Respiratory system U.4 L.4

The purpose of the respiratory system : bring in oxygen, remove carbon dioxide

4 stages of respiratory system ⮕

breathing (inhalation / expiration)

external respiration (exchange of gases between lungs & blood)

internal respiration (exchange of gases between blood and cells)

cellular respiration (energy-releasing reactions in cells)

C₆H₁₂O₆ + 6O₂ --> 6CO₂ + 6H₂O + Chemical Energy (in ATP)

respiratory surfaces (lung/gill)

1. must be large enough for gas exchange to occur quickly (high surface area)

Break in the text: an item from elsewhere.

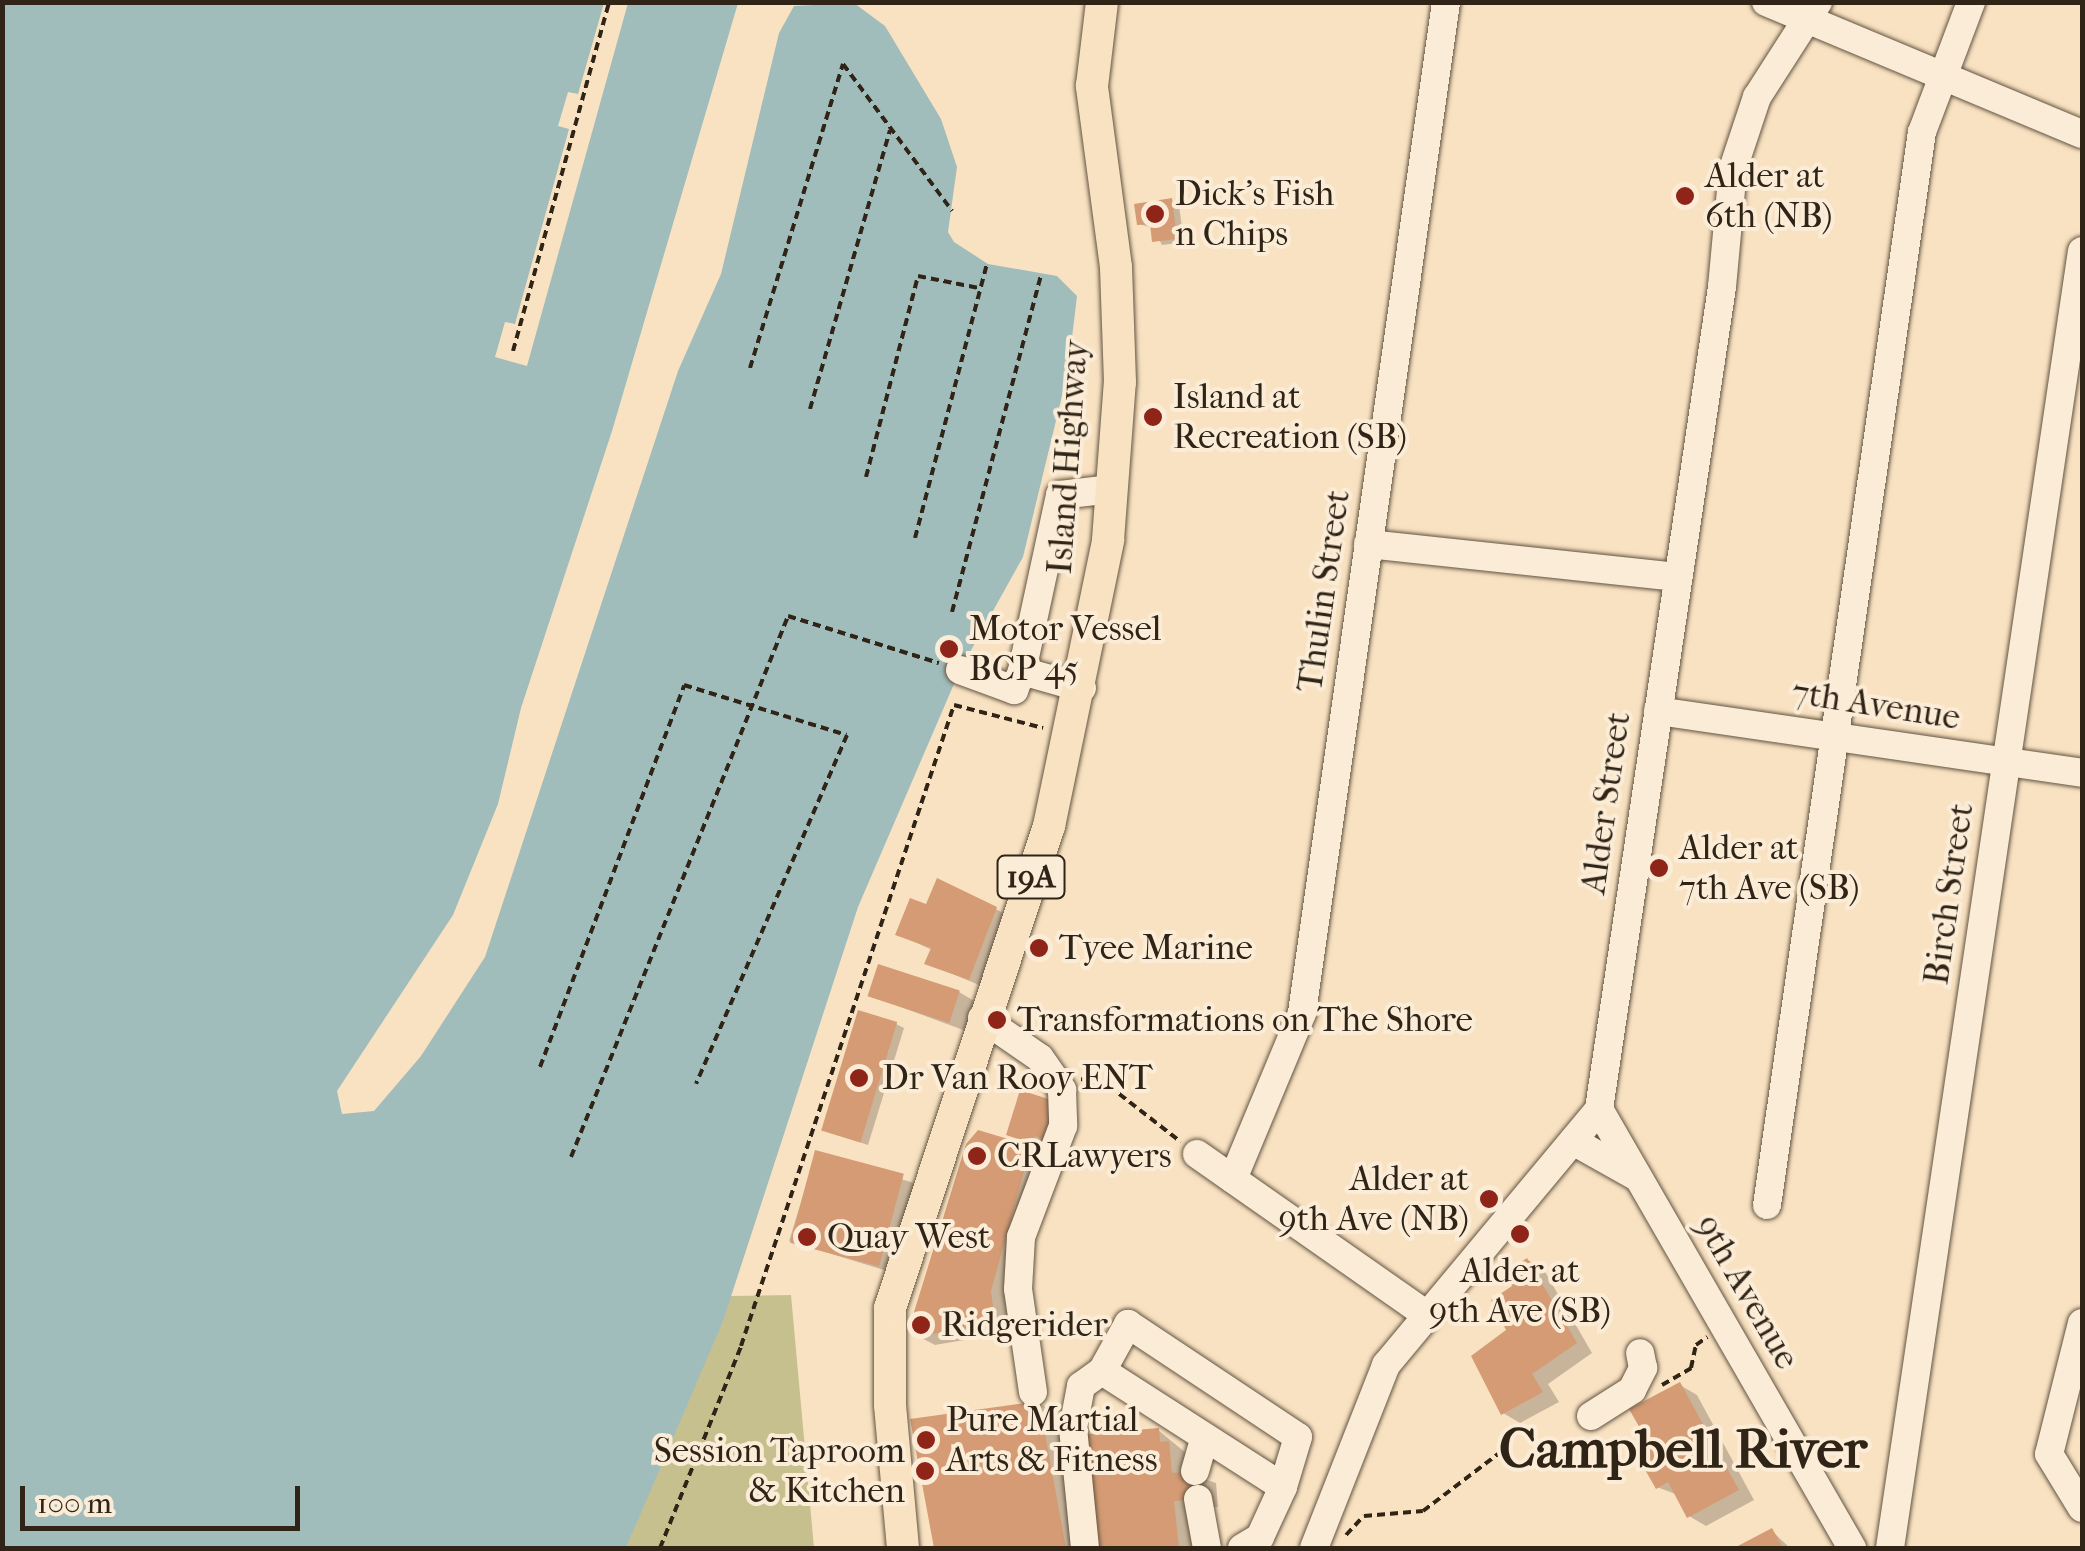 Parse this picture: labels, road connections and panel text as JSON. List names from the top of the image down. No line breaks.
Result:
{"streets":{"main road":["Island Highway","19A"],"street":["Thulin Street","7th Avenue","Alder Street","Birch Street","9th Avenue"]},"crossings":[["7th Avenue","Alder Street"],["7th Avenue","Birch Street"],["Alder Street","9th Avenue"]],"districts":["Campbell River"],"places":["Alder at 6th (NB)","Dick's Fish n Chips","Island at Recreation (SB)","Motor Vessel BCP 45","Alder at 7th Ave (SB)","Tyee Marine","Transformations on The Shore","Dr Van Rooy ENT","CRLawyers","Alder at 9th Ave (NB)","Alder at 9th Ave (SB)","Quay West","Ridgerider","Pure Martial Arts & Fitness","Session Taproom & Kitchen"],"scale_bar":"100 m"}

2. they must be moist so gases can dissolve

various types of respiratory surfaces and systems have evolved in different animals ⮕ ventilation : pumping oxygen medium (air, water/ whatever is being breathed in) over respiratory surface

types of resp. surfaces ⮕

1. outer skin (worms breathing)

   • process of diffusion transports O2 and CO2 in and out of cells from blood

   • organisms must live in moist environments

   • adv. : large surface area / dis adv. need to contain moisture

2. gills (fish breathing)

   • extensions of folds in the body surface that increase surface area

   • process of diffusion transports gases to blood and cells

   • all gill breathers live in aquatic environments

   • adv. : has specialized body part (gill) for breathing / dis adv. : must stay in an aquatic environment

3. tracheal system (insects breathing)

   • internal system of branching respiratory tracheae (tubes)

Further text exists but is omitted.